Arizona Daily Sun (Original) Posted on December 11, 2014 by Emery Cowan
The Mexican wolf is the rarest and most genetically distinct subspecies of all North American gray wolves. It was listed as an endangered subspecies in 1976 when just seven animals remained in the United States. The first wolves were reintroduced into the wild in 1998 and the population has since grown to an estimated 83 animals.
The U.S. Fish and Wildlife Service released a final environmental impact statement on proposed regulation changes regarding Mexican wolf management last month and is going through a last comment period before finalizing the document. The new rules will eventually allow the wolves to roam throughout a much larger area of southern New Mexico and Arizona but would increase the circumstances under which the animals could be killed, relocated or returned to captivity.
They include:
- A revision to the conditions that determine when the U.S. Fish and Wildlife Service would issue a permit to allow livestock owners to kill, harass, injure, trap or relocate any Mexican wolf that is in the act of biting, wounding or killing livestock on federal land. Current rules only allow such killing or harassment on federal land if the Mexican wolf population includes at least six breeding pairs, but the new rules will allow the U.S. Fish and Wildlife Service to give out those permits based on its assessment of the status of the wolf population as well as the individual case.
- Allowing domestic animal owners to kill, harass, injure, trap or relocate any Mexican wolf in the act of biting, wounding or killing domestic animals on private, state or tribal land within an experimental population area that covers much of southern Arizona and New Mexico. Previously that rule only applied when wolves were biting, wounding or killing livestock, which doesn't include dogs.

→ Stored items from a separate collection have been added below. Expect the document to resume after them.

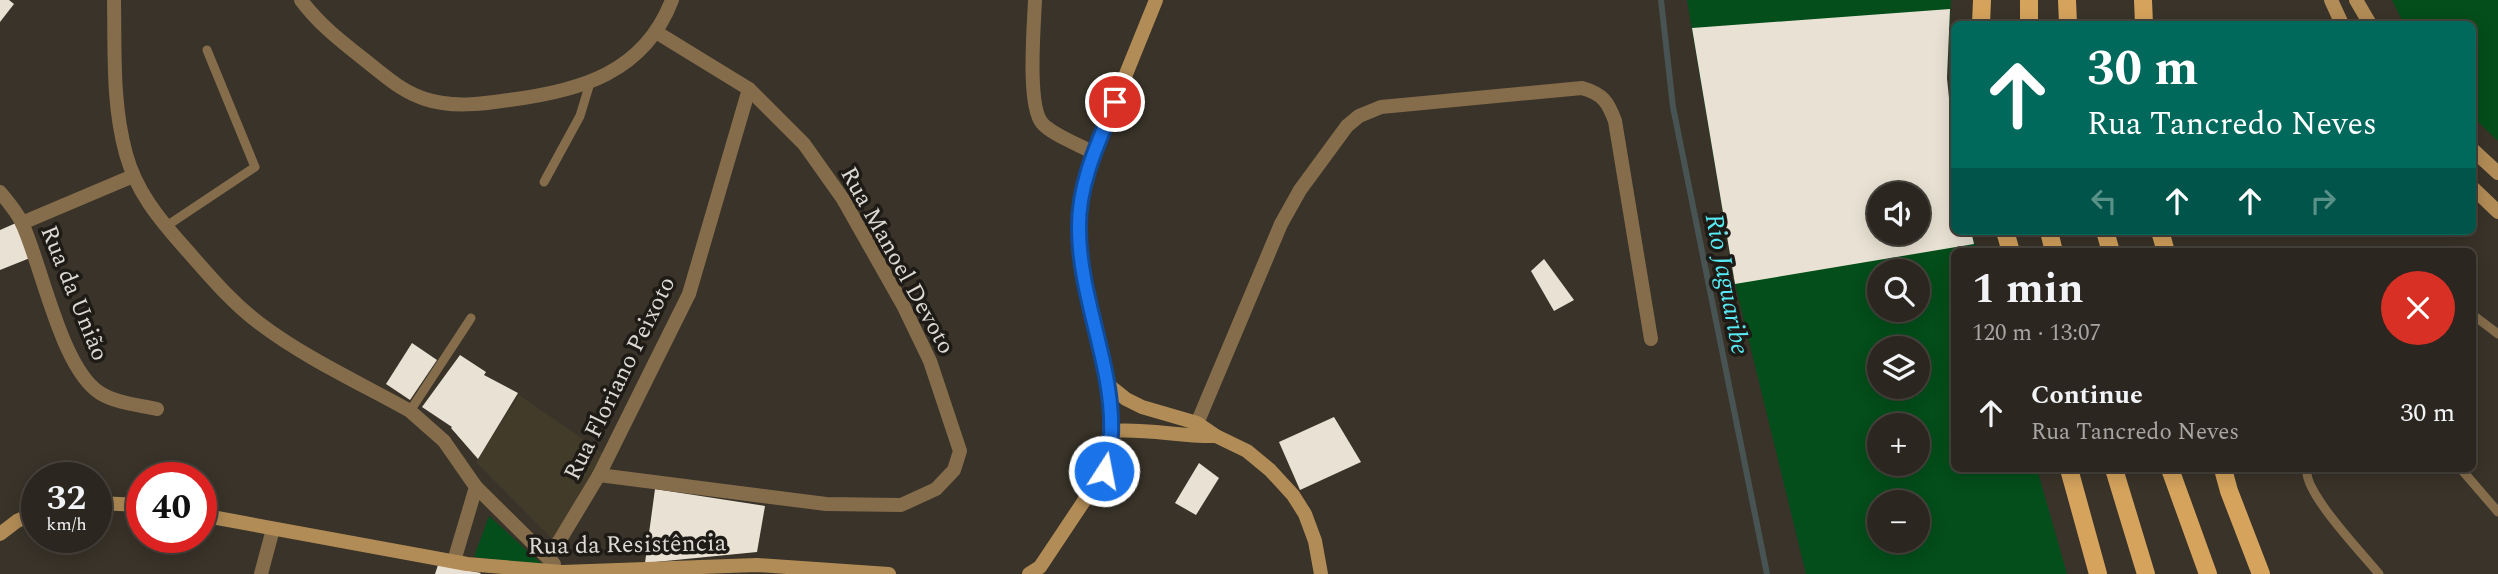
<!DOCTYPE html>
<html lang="en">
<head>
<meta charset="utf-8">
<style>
  body { margin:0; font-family:Spectral,serif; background:#37322c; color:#f1f3f6; height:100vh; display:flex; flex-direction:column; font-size:26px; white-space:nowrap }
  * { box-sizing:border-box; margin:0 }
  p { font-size:23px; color:#a6a5a4 }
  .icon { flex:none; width:38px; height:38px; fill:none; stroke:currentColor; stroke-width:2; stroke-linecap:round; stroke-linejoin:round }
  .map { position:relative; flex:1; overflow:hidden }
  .details { position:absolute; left:1951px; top:248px; width:525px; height:224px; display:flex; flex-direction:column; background:#2b261f; border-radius:10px; box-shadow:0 4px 18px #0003,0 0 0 2px #47433d }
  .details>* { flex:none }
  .banner { position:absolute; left:1951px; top:21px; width:525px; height:214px; border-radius:10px; box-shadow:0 4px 18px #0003,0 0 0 2px #47433d; background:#00695c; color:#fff; overflow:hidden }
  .tools { position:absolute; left:1867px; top:182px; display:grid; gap:14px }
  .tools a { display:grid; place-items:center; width:63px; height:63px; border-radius:50%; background:#2b261f; box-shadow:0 4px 18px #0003,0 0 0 2px #47433d; font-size:35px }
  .speed { position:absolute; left:21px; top:462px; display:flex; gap:14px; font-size:35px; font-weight:700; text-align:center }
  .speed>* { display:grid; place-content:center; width:91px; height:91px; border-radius:50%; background:#2b261f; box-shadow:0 4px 18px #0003,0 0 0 2px #47433d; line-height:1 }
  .speed small { font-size:18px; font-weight:400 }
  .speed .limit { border:10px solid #d22; background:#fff; color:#111 }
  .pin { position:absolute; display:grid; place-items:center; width:60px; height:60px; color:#fff; margin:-30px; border:4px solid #fff; border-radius:50%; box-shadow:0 2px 7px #0007 }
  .me { position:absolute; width:77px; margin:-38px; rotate:11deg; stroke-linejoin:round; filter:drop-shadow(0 0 5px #0008) }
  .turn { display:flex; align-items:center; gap:24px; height:147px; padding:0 21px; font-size:32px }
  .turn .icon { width:91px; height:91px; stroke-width:2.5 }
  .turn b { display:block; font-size:49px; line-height:60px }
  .lanes { display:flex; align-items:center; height:66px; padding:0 21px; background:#0003; justify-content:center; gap:35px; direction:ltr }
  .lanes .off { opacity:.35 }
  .round { display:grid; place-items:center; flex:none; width:74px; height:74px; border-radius:37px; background:#37322c }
  .headline { display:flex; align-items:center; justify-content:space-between; height:119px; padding:0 21px }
  h1 { font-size:42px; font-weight:700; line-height:52px }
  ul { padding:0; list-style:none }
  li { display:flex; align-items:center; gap:21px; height:91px; padding:0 21px }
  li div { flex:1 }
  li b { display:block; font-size:26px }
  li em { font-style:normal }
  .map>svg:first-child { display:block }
  .built { fill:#433b2a }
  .green { fill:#034e1a; fill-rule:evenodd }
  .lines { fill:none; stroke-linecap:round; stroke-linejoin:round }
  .stream { stroke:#485453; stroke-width:6 }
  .building { fill:#e9e2d4; fill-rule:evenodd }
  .lane { stroke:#856d4c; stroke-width:9 }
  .street { stroke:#856d4c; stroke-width:14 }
  .secondary { stroke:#b28c56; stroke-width:14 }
  .primary { stroke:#d5a35c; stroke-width:18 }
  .route-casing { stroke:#114b97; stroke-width:18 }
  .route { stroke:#1a73e8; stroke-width:12 }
  .labels { text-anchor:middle; stroke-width:7; stroke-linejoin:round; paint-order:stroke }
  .street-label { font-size:24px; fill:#dcd9d2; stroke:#1e1b16 }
  .water-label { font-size:26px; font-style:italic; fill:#57eaf5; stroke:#1e1b16 }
</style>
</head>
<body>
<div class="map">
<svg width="2498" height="574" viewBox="0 0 2498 574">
  <rect width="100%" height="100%" fill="#393329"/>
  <path class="built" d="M519,395L603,453L553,540L476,462Z"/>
  <g class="green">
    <path d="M1687,0H1951L1947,78L1955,231H1971L1977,252H1955V469H2037L2067,574H1806L1735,284ZM1880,194H1918V233H1880ZM1880,271H1918V310H1880ZM1880,348H1918V387H1880ZM1880,425H1918V464H1880ZM1880,502H1918V541H1880Z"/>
    <path d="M2392,0H2498V141L2473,117V24H2404Z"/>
    <path d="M489,516L544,566L474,557Z"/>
  </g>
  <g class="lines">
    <path class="stream" d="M1661,0L1673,107L1767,574"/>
  </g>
  <g class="building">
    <path d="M0,0H9L14,4L0,22Z"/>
    <path d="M1950,9L1947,78L1955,158V231H1971L1974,244L1735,284L1692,28ZM1880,194H1918V233H1880Z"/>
    <path d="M16,223L30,258L0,270V230Z"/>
    <path d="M1544,259L1574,300L1554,311L1531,271Z"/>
    <path d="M412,343L437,360L410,400L386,384Z"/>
    <path d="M460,355L486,372L484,375L518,393L478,459L451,428L452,427L422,407Z"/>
    <path d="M1334,417L1361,462L1300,490L1279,442Z"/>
    <path d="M1199,463L1219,478L1196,515L1175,503Z"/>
    <path d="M655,489L765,506L757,552L645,563Z"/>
    <path d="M438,565L481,573L480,574H435Z"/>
  </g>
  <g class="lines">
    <g class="lane">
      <path d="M544,182L580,116L590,83"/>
      <path d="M165,227L255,167L207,50"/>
      <path d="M2473,315L2498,334"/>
      <path d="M410,411L471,318"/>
      <path d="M2307,469C2303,492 2363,554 2379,574"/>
      <path d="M2461,469L2498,512"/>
    </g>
    <g class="street">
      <path d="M114,0C115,51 112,103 126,154C136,191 159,219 184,247C208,274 230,301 259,323C305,358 360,383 410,411L444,441L476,487"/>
      <path d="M301,0C321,27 346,45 371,65C389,79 403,92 425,99C452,108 482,104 509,100C580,91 644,73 672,0"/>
      <path d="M1035,0C1034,26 1027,105 1042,123C1052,135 1080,145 1094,153"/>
      <path d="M0,192C8,202 17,212 22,223C42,266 61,368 100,393C116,403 139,405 157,409"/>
      <path d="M22,223L133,176"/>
      <path d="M1193,433L1281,224L1300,190L1347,126L1359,116L1381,107L1582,88C1603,94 1608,102 1615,121L1651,339"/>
      <path d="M599,475L826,504L901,505L936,489L954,470L960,451L930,361L903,305L843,199L804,144L749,89L656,32"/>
      <path d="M549,558L599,475L689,294L749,89"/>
      <path d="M454,561L476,487L554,564"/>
      <path d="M261,574L273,529"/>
    </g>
    <g class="secondary">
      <path d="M2331,0L2342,24"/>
      <path d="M2356,0L2370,24"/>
      <path d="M2473,150L2498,173"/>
      <path d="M2473,188L2498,212"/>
      <path d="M1106,383L1126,399L1142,407L1197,423L1216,436L1247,451L1270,470L1293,495L1305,514L1315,541L1321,574"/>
      <path d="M1111,431C1147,428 1181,437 1216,436"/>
      <path d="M96,503L142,505"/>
      <path d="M201,515L467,564L562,572L757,565L889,574"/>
      <path d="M0,534L17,521L37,512"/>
      <path d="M1029,574L1040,567L1104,471L1110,445L1109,395L1081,260L1078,230L1080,199L1094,153L1156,0"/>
    </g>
    <g class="primary">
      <path d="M2029,0V24"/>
      <path d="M2067,0L2068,24"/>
      <path d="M2143,0L2144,24"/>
      <path d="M1981,24L1982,0"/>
      <path d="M2005,231L2011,252"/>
      <path d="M2049,231L2054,252"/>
      <path d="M2105,231L2111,252"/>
      <path d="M2160,231L2166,252"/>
      <path d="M2069,469L2098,574"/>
      <path d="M2114,469L2146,574"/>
      <path d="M2170,469L2208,574"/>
      <path d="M2223,469L2229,491L2261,574"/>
    </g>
  </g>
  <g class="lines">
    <g class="route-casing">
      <path id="route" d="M1104,471C1107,459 1110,447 1111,434C1114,367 1079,297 1079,229C1078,184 1098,143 1115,102"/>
    </g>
    <use href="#route" class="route"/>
  </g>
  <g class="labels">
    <g class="street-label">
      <text transform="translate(898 260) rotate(61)" y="8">Rua Manoel Devoto</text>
      <text transform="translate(75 293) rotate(68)" y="8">Rua da União</text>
      <text transform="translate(619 378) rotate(-64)" y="8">Rua Floriano Peixoto</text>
      <text transform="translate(627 544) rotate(-1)" y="8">Rua da Resistência</text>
    </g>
    <g class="water-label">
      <text transform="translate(1728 284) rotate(79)" y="9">Rio Jaguaribe</text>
    </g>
  </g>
</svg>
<div class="tools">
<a><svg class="icon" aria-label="sound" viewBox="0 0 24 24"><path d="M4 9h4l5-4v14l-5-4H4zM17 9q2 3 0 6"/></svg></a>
<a><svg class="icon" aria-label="search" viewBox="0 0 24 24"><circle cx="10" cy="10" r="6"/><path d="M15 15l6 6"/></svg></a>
<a><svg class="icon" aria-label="layers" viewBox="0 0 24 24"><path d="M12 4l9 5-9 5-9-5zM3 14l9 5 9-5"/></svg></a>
<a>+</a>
<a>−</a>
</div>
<div class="speed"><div>32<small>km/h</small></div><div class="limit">40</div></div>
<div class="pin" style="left:1115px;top:102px;background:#d93025"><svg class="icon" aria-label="arrive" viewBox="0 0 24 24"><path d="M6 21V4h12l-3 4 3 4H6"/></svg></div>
<svg class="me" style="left:1104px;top:471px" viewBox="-20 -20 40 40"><circle r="17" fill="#1a73e8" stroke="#fff" stroke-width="3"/><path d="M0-11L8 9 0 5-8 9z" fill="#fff"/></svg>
<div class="banner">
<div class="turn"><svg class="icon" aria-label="ahead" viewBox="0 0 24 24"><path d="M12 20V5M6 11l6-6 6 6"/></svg><div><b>30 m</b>Rua Tancredo Neves</div></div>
<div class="lanes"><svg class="icon off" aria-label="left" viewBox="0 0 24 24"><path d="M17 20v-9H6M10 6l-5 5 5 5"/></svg><svg class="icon" aria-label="ahead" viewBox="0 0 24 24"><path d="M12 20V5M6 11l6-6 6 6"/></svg><svg class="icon" aria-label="ahead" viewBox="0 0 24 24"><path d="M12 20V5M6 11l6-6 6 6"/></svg><svg class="icon off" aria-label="right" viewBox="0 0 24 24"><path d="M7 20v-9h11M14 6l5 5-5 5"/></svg></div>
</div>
<section class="details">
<div class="headline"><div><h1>1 min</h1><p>120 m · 13:07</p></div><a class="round" style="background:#d93025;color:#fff"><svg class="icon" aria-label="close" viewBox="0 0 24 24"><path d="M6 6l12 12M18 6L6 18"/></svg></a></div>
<ul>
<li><svg class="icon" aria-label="ahead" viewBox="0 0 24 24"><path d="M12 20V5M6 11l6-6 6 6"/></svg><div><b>Continue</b><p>Rua Tancredo Neves</p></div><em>30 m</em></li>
</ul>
</section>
</div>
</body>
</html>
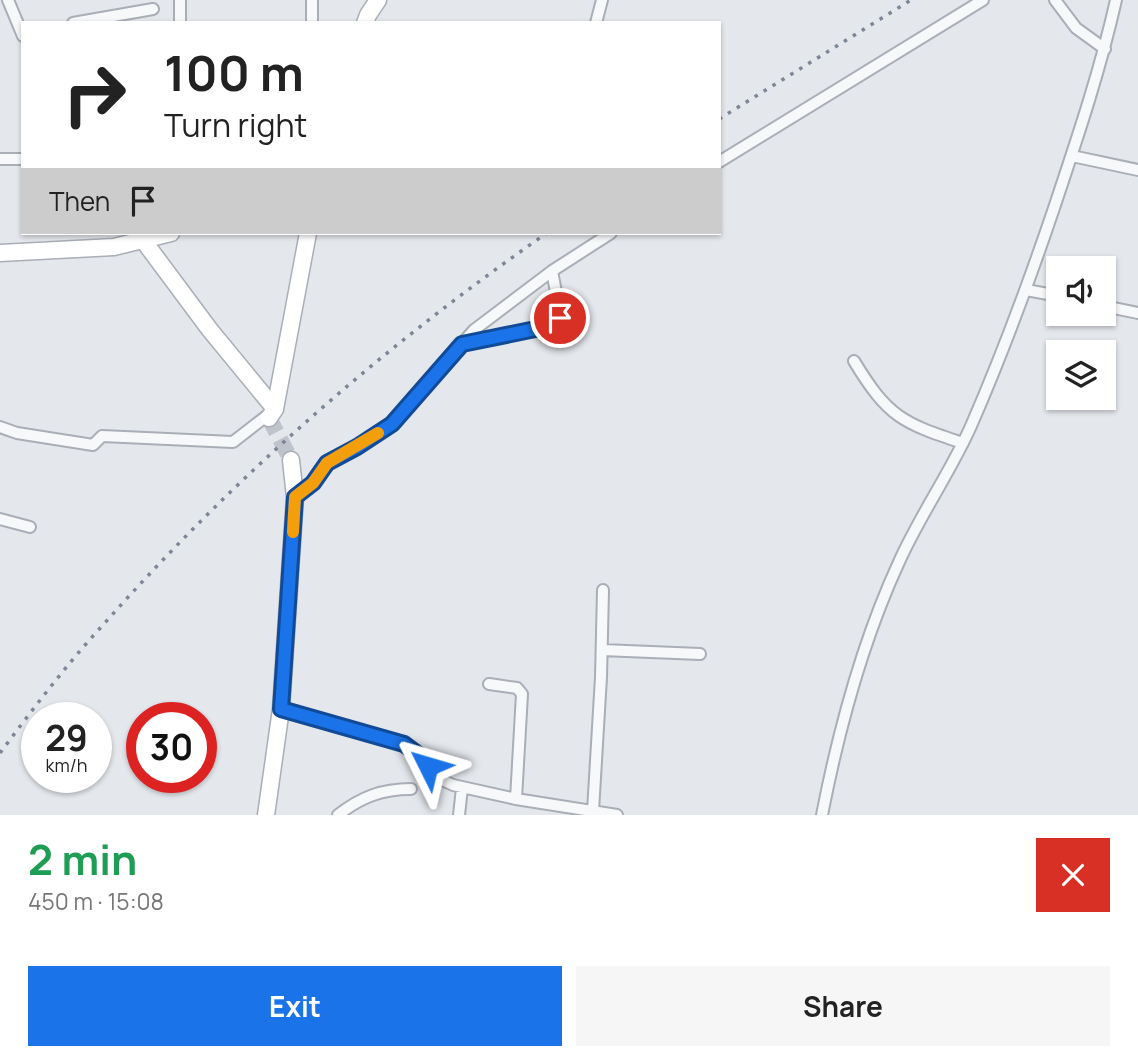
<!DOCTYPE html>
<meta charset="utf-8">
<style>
body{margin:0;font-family:Manrope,sans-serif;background:#f6f6f6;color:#222;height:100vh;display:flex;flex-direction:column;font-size:26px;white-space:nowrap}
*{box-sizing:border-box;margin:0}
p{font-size:23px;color:#767676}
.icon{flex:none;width:38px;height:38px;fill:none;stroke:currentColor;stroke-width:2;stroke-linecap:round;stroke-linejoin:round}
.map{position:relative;height:815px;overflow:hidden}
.panel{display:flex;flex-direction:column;background:#fff;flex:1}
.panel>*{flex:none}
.hud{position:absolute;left:21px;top:21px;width:700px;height:214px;border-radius:0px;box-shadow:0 2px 5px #0004;background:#fff;color:#222;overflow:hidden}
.tools{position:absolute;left:1046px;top:256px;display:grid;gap:14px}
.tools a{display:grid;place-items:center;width:70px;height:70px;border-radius:0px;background:#fff;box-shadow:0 2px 5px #0004;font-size:35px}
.speed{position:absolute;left:21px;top:702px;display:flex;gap:14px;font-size:35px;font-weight:700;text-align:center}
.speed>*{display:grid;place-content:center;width:91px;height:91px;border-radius:50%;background:#fff;box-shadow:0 2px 5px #0004;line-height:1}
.speed small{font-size:18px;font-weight:400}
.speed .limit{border:10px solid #d22;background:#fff;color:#111}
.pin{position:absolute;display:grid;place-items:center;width:60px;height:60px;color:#fff;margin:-30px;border:4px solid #fff;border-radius:50%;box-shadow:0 2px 7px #0007}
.me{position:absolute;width:77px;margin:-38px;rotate:310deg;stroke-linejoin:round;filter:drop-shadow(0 0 5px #0008)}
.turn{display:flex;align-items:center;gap:24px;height:147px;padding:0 28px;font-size:32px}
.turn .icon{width:91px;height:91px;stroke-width:2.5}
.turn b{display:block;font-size:49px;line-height:60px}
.then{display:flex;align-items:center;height:66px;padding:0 28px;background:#0003;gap:14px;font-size:26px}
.round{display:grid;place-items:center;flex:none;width:74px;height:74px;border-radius:0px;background:#f6f6f6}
.headline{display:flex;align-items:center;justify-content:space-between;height:119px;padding:0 28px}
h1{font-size:42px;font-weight:700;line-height:52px;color:#1e9e55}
.cta{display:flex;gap:14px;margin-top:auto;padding:14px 28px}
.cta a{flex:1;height:80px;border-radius:0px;background:#1a73e8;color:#fff;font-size:28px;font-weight:700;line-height:80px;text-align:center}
.cta a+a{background:#f6f6f6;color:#222}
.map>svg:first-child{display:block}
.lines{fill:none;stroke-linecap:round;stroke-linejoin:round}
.secondary-tunnel{stroke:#bfc3cb;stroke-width:16;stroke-dasharray:16 8;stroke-linecap:butt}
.minor-casing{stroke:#a9aeb7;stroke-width:14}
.secondary-casing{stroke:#a9aeb7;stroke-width:19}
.minor{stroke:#f7f8fa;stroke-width:10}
.secondary{stroke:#fff;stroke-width:16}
.rail{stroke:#7d8696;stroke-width:3.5;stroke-dasharray:3.5 7;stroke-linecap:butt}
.route-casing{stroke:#114b97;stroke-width:18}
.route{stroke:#1a73e8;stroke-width:12}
.slow{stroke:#f59e0b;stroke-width:12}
</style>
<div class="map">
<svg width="1138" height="815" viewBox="0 0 1138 815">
<rect width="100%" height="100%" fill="#e4e7ec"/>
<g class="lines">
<path class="secondary-tunnel" d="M269,418l22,42"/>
<defs>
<path id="minor" d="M8,0l15,36
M180,0v23
M1055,0l21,28 29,21
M73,23l80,-14
M312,23v-23
M596,23l6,-23
M1072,156l66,14
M0,159h23
M719,162l264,-162
M1026,290l33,6
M1104,306l34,7
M462,344l96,-21 2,-10 -8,-42
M854,361c34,56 48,62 109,82
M0,427l17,6 76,12 9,-9 131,6 40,-31
M295,497l18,-14 14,-20 30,-16 35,-24 82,-93 78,-59 59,-38
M0,519l30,8
M602,650l98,4
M489,684l28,4 5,6 -6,105
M281,709l123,35 12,9 24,26 13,6 63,14 101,16
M593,811l8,-134 2,-87
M338,815c23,-18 44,-26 73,-26
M459,815l3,-27
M822,815c17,-87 40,-173 77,-253 21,-47 51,-89 72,-136 31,-71 58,-144 83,-218 23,-69 46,-137 62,-208"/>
<path id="secondary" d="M365,23l3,-8 10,-15
M143,240l67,90 65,79 -6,9
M0,253l114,-6 57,-14
M275,409l33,-176
M266,815l15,-106 14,-212 -4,-37"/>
</defs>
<use href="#minor" class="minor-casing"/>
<use href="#secondary" class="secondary-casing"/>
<use href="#minor" class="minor"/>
<use href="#secondary" class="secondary"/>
<path class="rail" d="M719,119l192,-119
M0,753c33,-44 66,-88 103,-128 131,-148 282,-280 444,-392"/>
</g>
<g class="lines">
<defs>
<path id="route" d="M428,766l-12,-13 -12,-9 -123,-35 14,-212 18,-14 14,-20 30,-16 35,-23 70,-80 93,-19 5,-7"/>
</defs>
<use href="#route" class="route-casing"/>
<use href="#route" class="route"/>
<path class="slow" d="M293,532l2,-35 18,-14 14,-20 51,-30"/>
</g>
</svg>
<div class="tools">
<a><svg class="icon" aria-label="sound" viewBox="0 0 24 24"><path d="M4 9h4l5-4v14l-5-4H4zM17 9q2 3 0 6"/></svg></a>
<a><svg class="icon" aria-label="layers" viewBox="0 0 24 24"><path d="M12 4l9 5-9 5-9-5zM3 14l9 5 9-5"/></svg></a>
</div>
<div class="speed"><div>29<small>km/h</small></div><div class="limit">30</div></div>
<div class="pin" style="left:560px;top:318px;background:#d93025"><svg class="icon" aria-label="arrive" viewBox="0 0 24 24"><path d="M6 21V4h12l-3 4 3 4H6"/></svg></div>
<svg class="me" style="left:428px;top:766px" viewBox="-20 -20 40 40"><path d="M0-17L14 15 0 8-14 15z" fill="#1a73e8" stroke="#fff" stroke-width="4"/></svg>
<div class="hud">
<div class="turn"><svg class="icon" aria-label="right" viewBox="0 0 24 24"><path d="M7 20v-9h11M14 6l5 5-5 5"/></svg><div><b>100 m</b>Turn right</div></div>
<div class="then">Then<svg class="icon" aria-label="arrive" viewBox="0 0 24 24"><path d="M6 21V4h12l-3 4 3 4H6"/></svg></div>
</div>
</div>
<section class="panel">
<div class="headline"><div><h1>2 min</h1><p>450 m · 15:08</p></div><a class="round" style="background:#d93025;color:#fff"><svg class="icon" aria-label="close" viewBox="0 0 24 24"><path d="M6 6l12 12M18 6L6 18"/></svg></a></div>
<div class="cta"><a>Exit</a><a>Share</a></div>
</section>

- Allowing the U.S. Fish and Wildlife Service to issue permits allowing domestic animal (including livestock) owners to kill, harass, injure, trap or relocate any Mexican wolf on non-federal land that the agency has determined needs to be removed.
- Creating a different process to determine if Mexican wolves are affecting a state's ungulate populations and authorizing removal if that is the case. The threshold is lower for determining if a state's ungulate herds are impacted, but the state is required to go through a lengthier process to prove that wolves are the problem and that their removal would help herd numbers.
- Setting a cap of 325 wolves throughout the experimental population area, above which wolf kills could be authorized, though that would be a last resort, U.S. Fish and Wildlife officials said.